_INSTRUCTIONS FOR THE TASK_
Go through the entries below and copy each line that holds the word "Avenida".

_DATA FOR REVIEW_
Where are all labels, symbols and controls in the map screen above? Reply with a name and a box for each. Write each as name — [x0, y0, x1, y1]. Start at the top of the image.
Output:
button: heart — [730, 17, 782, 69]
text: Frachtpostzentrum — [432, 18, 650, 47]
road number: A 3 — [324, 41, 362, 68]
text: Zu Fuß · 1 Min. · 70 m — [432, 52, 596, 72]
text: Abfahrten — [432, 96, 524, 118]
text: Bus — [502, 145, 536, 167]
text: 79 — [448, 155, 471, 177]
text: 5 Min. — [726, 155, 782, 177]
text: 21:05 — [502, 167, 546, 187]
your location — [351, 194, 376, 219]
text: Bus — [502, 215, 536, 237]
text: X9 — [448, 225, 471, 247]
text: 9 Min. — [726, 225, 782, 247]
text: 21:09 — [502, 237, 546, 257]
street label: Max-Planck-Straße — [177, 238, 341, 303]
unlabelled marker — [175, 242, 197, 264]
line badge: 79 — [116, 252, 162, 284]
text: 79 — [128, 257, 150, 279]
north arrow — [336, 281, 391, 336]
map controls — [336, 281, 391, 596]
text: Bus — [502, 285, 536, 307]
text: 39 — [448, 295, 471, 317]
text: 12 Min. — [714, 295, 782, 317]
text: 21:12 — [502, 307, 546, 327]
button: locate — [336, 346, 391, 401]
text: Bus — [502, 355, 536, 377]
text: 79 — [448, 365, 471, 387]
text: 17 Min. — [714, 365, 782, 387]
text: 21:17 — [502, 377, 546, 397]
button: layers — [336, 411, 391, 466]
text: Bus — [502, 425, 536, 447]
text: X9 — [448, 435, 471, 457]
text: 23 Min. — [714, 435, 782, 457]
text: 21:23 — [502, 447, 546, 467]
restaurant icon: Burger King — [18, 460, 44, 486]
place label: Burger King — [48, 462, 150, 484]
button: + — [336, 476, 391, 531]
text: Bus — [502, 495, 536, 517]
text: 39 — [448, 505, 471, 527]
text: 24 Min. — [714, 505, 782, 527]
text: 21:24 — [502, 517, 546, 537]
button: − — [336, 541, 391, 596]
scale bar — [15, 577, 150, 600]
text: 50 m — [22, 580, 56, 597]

...

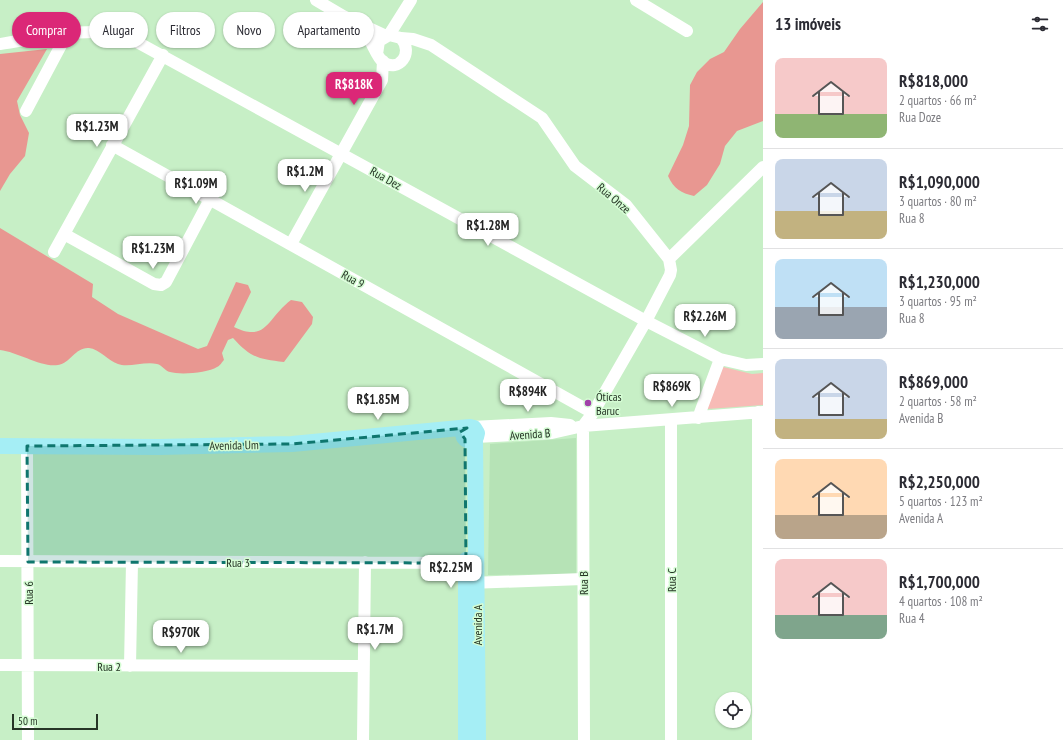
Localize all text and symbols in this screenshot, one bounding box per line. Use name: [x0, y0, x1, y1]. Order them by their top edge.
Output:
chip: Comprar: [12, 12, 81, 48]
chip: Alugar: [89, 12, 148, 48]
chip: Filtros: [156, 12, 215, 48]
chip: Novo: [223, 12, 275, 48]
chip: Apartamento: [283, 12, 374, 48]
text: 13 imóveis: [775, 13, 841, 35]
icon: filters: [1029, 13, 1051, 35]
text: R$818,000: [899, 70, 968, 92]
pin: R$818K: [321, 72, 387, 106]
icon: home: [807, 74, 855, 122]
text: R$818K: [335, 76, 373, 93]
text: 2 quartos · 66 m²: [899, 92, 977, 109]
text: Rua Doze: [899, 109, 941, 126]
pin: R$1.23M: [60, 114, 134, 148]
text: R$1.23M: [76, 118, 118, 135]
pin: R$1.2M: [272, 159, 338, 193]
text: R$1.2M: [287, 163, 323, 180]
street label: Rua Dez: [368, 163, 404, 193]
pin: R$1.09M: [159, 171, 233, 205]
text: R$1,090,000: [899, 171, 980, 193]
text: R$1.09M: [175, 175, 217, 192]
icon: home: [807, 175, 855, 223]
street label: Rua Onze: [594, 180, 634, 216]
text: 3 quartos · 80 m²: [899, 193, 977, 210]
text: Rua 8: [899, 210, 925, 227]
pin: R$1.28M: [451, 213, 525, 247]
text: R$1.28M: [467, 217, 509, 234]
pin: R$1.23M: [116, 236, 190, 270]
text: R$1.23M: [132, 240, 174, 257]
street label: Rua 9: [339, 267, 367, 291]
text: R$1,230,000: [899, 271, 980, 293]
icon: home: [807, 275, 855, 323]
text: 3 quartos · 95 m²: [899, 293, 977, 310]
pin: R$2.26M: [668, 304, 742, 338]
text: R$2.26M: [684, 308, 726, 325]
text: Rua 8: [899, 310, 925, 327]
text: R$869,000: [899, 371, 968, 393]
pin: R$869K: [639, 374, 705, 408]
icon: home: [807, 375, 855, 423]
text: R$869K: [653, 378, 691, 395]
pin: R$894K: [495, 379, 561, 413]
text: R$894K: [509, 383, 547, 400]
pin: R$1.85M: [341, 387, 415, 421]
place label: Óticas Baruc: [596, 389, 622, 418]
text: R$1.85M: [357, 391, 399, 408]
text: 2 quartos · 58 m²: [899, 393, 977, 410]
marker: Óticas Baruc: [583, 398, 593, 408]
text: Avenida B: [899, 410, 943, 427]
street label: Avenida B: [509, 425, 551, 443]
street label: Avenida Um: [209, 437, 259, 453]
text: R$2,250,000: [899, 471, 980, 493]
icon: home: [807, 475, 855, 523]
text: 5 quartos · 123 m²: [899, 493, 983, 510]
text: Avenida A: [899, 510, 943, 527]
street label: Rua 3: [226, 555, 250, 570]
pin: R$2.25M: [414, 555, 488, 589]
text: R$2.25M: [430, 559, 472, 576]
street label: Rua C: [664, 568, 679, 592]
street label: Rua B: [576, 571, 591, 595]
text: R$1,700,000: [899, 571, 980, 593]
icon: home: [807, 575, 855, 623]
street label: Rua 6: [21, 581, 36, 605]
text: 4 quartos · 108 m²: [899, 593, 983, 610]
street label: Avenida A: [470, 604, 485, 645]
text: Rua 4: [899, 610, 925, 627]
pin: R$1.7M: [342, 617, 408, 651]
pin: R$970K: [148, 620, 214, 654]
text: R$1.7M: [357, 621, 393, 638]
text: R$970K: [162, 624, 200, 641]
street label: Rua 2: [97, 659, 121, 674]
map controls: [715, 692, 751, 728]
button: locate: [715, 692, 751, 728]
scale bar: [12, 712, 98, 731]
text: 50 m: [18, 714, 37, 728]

_RESPONSE AREA_
text: Avenida B: [899, 410, 943, 427]
street label: Avenida B: [509, 425, 551, 443]
street label: Avenida Um: [209, 437, 259, 453]
text: Avenida A: [899, 510, 943, 527]
street label: Avenida A: [470, 604, 485, 645]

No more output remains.